10 years sounds like a long time to some people but then again, it’s a short period of time in which a lot can happen. Ten years ago this day, I have no idea what I was doing; but I know exactly what President George W. Bush did he passed his signature tax cuts. It was this day in history that our former President took a budget surplus and initiated the massive debt we are experiencing today.
A budget surplus is when the government’s income exceeds spending. If your phone bill and rent is $700.00 but you have $900.00 in income, then you are operating at a surplus. On June 7, 2001, President Bush decided to sign into law, tax cuts that would later cause a heap of debt that the country is currently dealing with. The rationale behind the tax cuts was to get rid of this surplus and cut taxes for those in the higher tax bracket. Between 2001 and 2010, those tax cuts added $2.6 trillion to the public debt and since then we have spent over $400 billion because of this debt.
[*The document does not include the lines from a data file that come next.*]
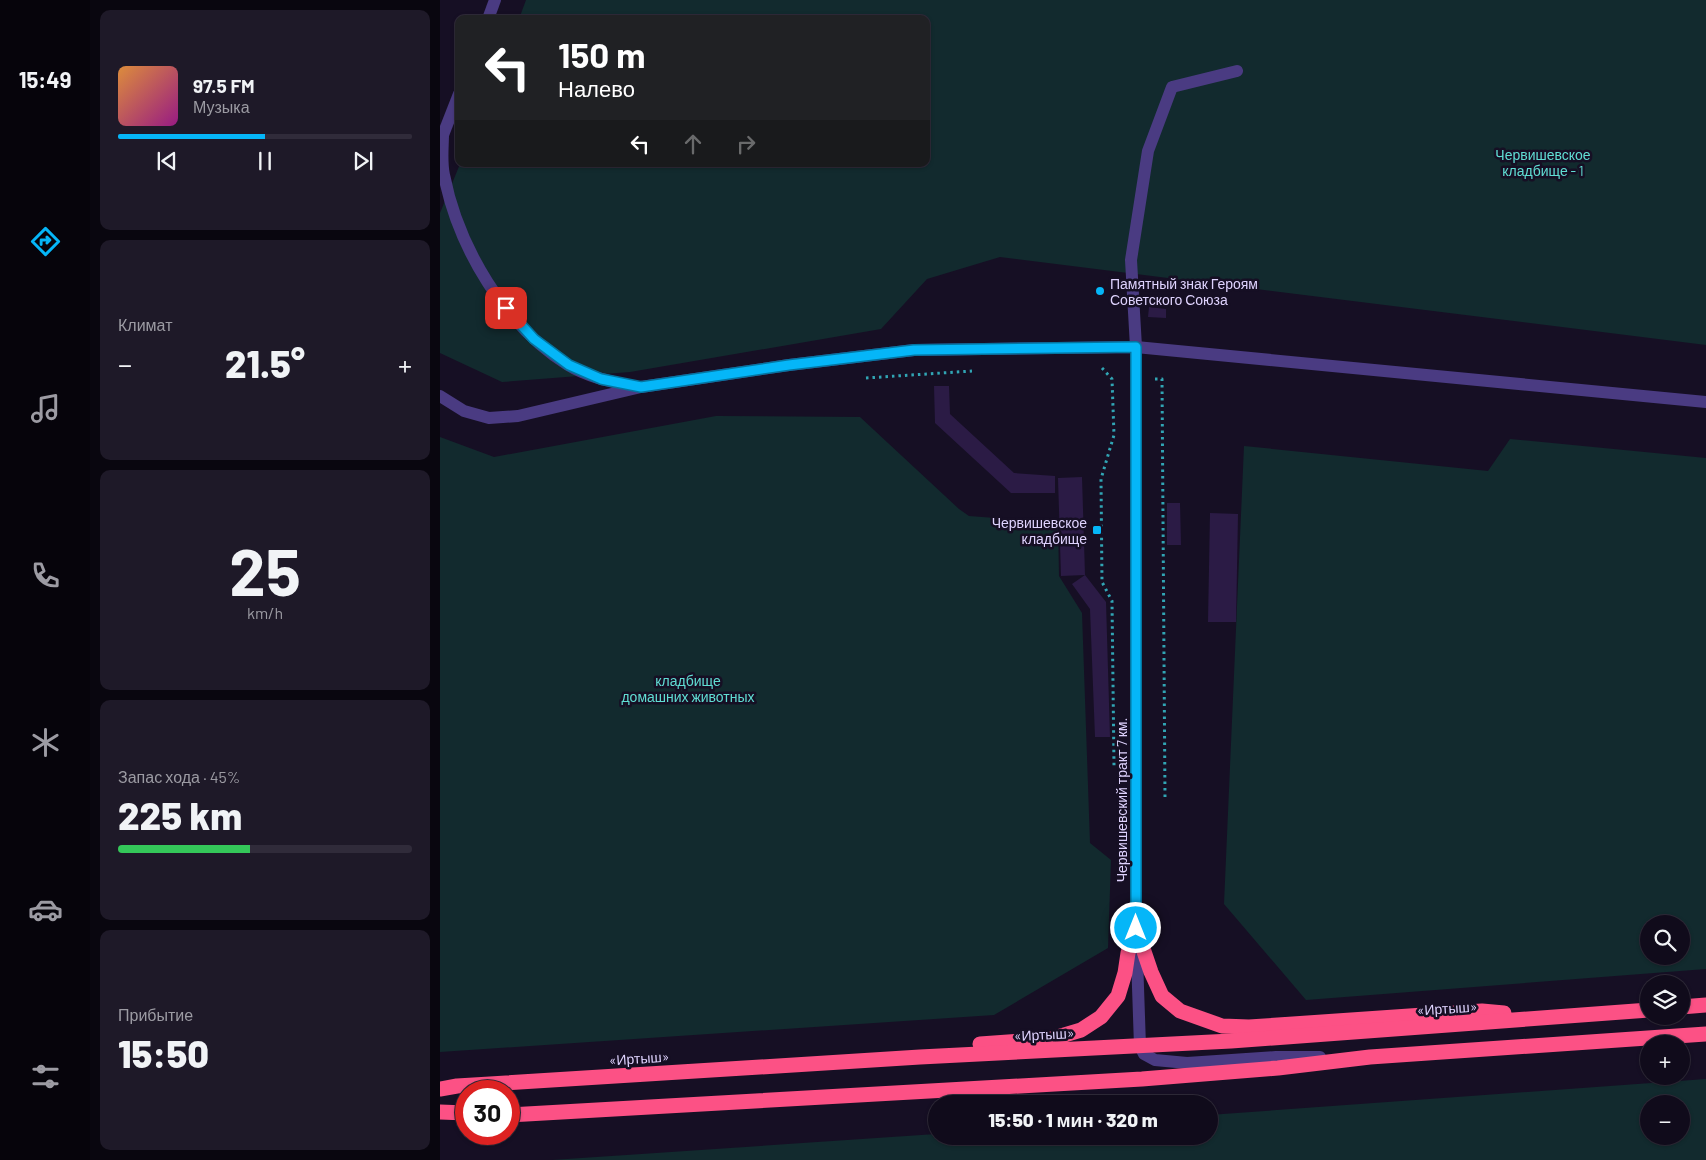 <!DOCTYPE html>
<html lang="ru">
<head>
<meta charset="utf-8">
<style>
	body { margin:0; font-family:Barlow,sans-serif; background:#1e1928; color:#f1f3f6; height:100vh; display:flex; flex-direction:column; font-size:19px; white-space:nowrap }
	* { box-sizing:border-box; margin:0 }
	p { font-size:16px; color:#9c9ba3 }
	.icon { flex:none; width:28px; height:28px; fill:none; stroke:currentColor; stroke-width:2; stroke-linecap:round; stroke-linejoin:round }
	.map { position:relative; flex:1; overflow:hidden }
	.details { display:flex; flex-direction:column; gap:10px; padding:10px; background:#09060f; width:350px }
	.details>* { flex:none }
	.top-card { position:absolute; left:15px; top:15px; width:475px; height:152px; border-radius:10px; box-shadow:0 1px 4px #0004,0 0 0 1px #302b3a; background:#202124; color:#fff; overflow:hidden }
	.fabs { position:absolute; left:1200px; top:915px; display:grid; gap:10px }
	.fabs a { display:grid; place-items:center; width:50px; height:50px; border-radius:50%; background:#100b1b; box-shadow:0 1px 4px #0004,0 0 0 1px #302b3a; font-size:25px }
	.speed { position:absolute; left:15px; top:1080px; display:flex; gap:10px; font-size:25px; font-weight:700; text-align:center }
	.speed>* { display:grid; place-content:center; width:65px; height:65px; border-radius:50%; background:#100b1b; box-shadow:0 1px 4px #0004,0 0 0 1px #302b3a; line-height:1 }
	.speed .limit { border:8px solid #d22; background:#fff; color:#111 }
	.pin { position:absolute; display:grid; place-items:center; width:42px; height:42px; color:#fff; margin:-21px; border-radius:10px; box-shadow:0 2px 8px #0006 }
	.me { position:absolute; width:55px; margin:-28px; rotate:0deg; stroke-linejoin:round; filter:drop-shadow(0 0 4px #0008) }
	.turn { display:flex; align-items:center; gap:18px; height:105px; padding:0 20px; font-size:22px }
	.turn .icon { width:65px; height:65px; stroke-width:2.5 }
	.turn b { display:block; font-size:35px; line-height:42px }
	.lanes { display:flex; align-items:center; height:48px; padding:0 20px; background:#0003; justify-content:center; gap:25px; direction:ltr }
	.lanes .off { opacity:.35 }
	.big { font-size:38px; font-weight:800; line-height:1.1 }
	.details .card { flex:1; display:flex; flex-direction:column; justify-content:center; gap:8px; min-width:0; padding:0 18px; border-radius:10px; background:#1e1928 }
	.details .dial { align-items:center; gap:0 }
	.dial b { font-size:65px; line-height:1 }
	.song { display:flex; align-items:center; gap:15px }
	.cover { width:60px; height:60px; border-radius:8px; background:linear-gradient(135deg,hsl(30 70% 55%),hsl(310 70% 35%)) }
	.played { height:5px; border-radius:2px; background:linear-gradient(90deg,#05b6f8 50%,#302b3a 50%) }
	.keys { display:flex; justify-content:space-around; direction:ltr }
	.heat { display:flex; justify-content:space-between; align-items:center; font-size:28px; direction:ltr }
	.charge { height:8px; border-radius:4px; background:linear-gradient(90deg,#34c759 45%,#302b3a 0) }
	.trip { position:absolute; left:488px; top:1095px; width:290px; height:50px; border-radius:25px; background:#100b1b; box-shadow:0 1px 4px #0004,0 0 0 1px #302b3a; font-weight:800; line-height:50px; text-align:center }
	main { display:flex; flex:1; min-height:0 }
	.menu { display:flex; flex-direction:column; width:90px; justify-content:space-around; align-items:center; background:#06040b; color:#9c9ba3 }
	.menu .icon { width:35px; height:35px }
	.menu .on { color:#05b6f8 }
	.menu b { font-size:22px; color:#f1f3f6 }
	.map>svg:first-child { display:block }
	.green { fill:#122a2e; fill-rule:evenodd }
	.building { fill:#2b1b45 }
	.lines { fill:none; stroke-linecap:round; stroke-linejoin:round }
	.path { stroke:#31a5b4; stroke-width:3; stroke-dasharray:2.5 4; stroke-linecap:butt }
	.lane { stroke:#4a3b82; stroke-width:12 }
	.street { stroke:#4a3b82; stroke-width:12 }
	.highway { stroke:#fc5185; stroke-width:15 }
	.route-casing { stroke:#0376a1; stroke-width:12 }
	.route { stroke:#05b6f8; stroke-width:9 }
	.poi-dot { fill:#05b6f8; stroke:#160f24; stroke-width:2 }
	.labels { text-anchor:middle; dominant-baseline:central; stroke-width:5; stroke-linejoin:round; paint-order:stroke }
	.park-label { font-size:14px; fill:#60ddd3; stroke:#160f24 }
	.poi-label { font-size:14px; fill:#dfd3fe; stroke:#160f24; text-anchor:start }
	.street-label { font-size:14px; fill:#dfd3fe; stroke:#160f24 }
</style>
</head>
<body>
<main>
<nav class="menu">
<b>15:49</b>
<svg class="icon on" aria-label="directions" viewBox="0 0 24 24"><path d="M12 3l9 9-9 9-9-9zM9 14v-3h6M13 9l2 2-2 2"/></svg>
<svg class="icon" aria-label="music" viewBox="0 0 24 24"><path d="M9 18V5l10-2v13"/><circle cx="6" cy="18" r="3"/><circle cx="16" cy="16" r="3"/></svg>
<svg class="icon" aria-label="phone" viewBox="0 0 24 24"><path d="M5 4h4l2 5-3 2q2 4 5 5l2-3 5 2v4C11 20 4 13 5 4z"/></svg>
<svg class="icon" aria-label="climate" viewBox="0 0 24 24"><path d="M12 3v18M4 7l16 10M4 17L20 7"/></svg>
<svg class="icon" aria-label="car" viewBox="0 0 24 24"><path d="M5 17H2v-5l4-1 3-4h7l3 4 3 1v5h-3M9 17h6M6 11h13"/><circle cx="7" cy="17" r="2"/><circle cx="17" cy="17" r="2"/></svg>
<svg class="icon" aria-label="filters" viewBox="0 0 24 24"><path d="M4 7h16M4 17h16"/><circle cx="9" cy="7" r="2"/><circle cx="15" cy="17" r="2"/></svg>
</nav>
<section class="details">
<div class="card">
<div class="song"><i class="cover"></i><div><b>97.5 FM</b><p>Музыка</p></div></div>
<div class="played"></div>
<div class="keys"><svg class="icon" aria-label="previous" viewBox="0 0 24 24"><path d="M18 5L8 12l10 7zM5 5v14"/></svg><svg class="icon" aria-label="pause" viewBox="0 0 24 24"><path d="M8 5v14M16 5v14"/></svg><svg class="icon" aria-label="next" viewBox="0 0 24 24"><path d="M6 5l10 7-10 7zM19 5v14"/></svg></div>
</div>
<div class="card"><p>Климат</p>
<div class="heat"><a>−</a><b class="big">21.5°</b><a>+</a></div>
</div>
<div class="card dial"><b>25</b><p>km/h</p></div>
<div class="card"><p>Запас хода · 45%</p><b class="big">225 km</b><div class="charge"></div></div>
<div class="card"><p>Прибытие</p><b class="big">15:50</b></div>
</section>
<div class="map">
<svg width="1266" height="1160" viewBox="0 0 1266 1160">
	<rect width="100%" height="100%" fill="#160f24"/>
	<g class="green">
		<path d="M86,0H1266V345L560,257L487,279L441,329L190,372L62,382L0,353V213L20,164H486V19H79Z"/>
		<path d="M276,416L420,417L519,509L529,516L618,523L619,576L642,613L650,843L671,860L668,948L554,1015L0,1052V437L54,457Z"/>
		<path d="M1070,439L1266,458V969L866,1000L784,904L804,446L1048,471ZM1209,924H1241V956H1209Z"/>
		<path d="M1266,1079V1160H112L496,1134V1136H769V1115ZM1209,1104H1241V1136H1209Z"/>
	</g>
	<g class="building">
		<path d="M709,307L726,309V318L708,317Z"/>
		<path d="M494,386H509L510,414L574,473L615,476V493H571L495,423Z"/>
		<path d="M642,477L645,575L621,576L618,478Z"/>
		<path d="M727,503H740L741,545H727Z"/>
		<path d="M770,513L798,514L796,622H768Z"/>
		<path d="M645,575L666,602L670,737H655L650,609L632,584Z"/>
	</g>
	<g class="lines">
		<g class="path">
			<path d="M662,368L672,379L674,435L661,479L662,582L672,601L674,766"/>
			<path d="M426,378L532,371"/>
			<path d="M715,379H722L725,798"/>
		</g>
		<path class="lane" d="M696,347L691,260L708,151L732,87L797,71"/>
		<g class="street">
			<path d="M48,19L55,0"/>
			<path d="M3,133C3,147 1,162 4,175C18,247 65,326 128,365C149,378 174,382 197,387"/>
			<path d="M1,140L19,94"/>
			<path d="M696,347V928L700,1046L704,1054L715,1060L747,1063L836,1057H880"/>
			<path d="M0,396L24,411L49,418L78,416L201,387L349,365L474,350L696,347L1266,402"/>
		</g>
		<g class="highway">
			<path d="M696,928L711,972L722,996L740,1011L782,1026L809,1027L1042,1011L1064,1013"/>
			<path d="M1241,1007L1266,1005"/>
			<path d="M540,1044L611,1039L641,1030L661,1017L678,996L685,973L688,953L696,928"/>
			<path d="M0,1089L17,1086L480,1057L791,1041L1209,1010"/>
			<path d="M0,1112L26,1113"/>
			<path d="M69,1115L702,1079L838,1068L930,1057L1266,1034"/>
		</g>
	</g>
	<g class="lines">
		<defs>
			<path id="route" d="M66,308L94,339L129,365L161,379L201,387L349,365L474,350L696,347V928"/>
		</defs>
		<use href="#route" class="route-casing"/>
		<use href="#route" class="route"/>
	</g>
	<g class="poi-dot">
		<circle cx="660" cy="291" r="5"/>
		<rect x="652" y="525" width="10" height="10" rx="2.5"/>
	</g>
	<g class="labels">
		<g class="park-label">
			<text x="1103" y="154">Червишевское<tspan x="1103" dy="16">кладбище - 1</tspan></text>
			<text x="248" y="680">кладбище<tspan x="248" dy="16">домашних животных</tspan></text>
		</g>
		<g class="poi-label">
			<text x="670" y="283">Памятный знак Героям<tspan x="670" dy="16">Советского Союза</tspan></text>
			<text x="647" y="522" text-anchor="end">Червишевское<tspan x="647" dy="16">кладбище</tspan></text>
		</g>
		<g class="street-label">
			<text transform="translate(681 800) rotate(-90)">Червишевский тракт 7 км.</text>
			<text transform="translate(1007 1008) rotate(-4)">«Иртыш»</text>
			<text transform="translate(604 1034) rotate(-3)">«Иртыш»</text>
			<text transform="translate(199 1058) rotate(-4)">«Иртыш»</text>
		</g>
	</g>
</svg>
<div class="fabs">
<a><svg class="icon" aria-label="search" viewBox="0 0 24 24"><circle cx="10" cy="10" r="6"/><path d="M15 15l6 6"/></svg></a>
<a><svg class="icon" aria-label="layers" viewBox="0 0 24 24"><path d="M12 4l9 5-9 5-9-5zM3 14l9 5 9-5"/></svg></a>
<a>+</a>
<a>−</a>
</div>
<div class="speed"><div class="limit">30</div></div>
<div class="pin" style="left:66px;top:308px;background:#d93025"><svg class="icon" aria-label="arrive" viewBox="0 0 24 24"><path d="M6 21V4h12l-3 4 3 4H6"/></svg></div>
<svg class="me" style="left:696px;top:928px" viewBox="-20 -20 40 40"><circle r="17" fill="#05b6f8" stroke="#fff" stroke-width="3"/><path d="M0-11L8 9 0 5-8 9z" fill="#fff"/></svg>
<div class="trip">15:50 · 1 мин · 320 m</div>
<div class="top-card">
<div class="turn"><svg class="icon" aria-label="left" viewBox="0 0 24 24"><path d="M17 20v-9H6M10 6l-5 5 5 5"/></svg><div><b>150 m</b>Налево</div></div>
<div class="lanes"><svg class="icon" aria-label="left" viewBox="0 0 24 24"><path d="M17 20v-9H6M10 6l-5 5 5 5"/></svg><svg class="icon off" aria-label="ahead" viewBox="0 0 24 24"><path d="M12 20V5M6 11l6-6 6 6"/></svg><svg class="icon off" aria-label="right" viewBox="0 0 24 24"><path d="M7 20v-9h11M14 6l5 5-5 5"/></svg></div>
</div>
</div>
</main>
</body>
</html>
So who benefited from this? Citizens making over $3million a year received an average tax cut of $520,000. To make the situation worst these citizens receiving this tax cut did little to create jobs in the economy. Employment increased less than 1 percent between 2002 and 2007. This high level of unemployment has also created a downward pressure on wages (the amount employers pay), greatly affecting many employees standard of living. On April 16, 2001, Bush said, “Tax relief will create new jobs, tax relief will generate new wealth, and tax relief will open new opportunities.” Now 10 years later, we have experienced the worst economic expansion since World War II. We have yet to receive any of these promised gains; instead, we are watching the doors to schools close, the cost of tuition rise, and the suffering of programs such as Head Start. I guess a lot can happen in 10 years.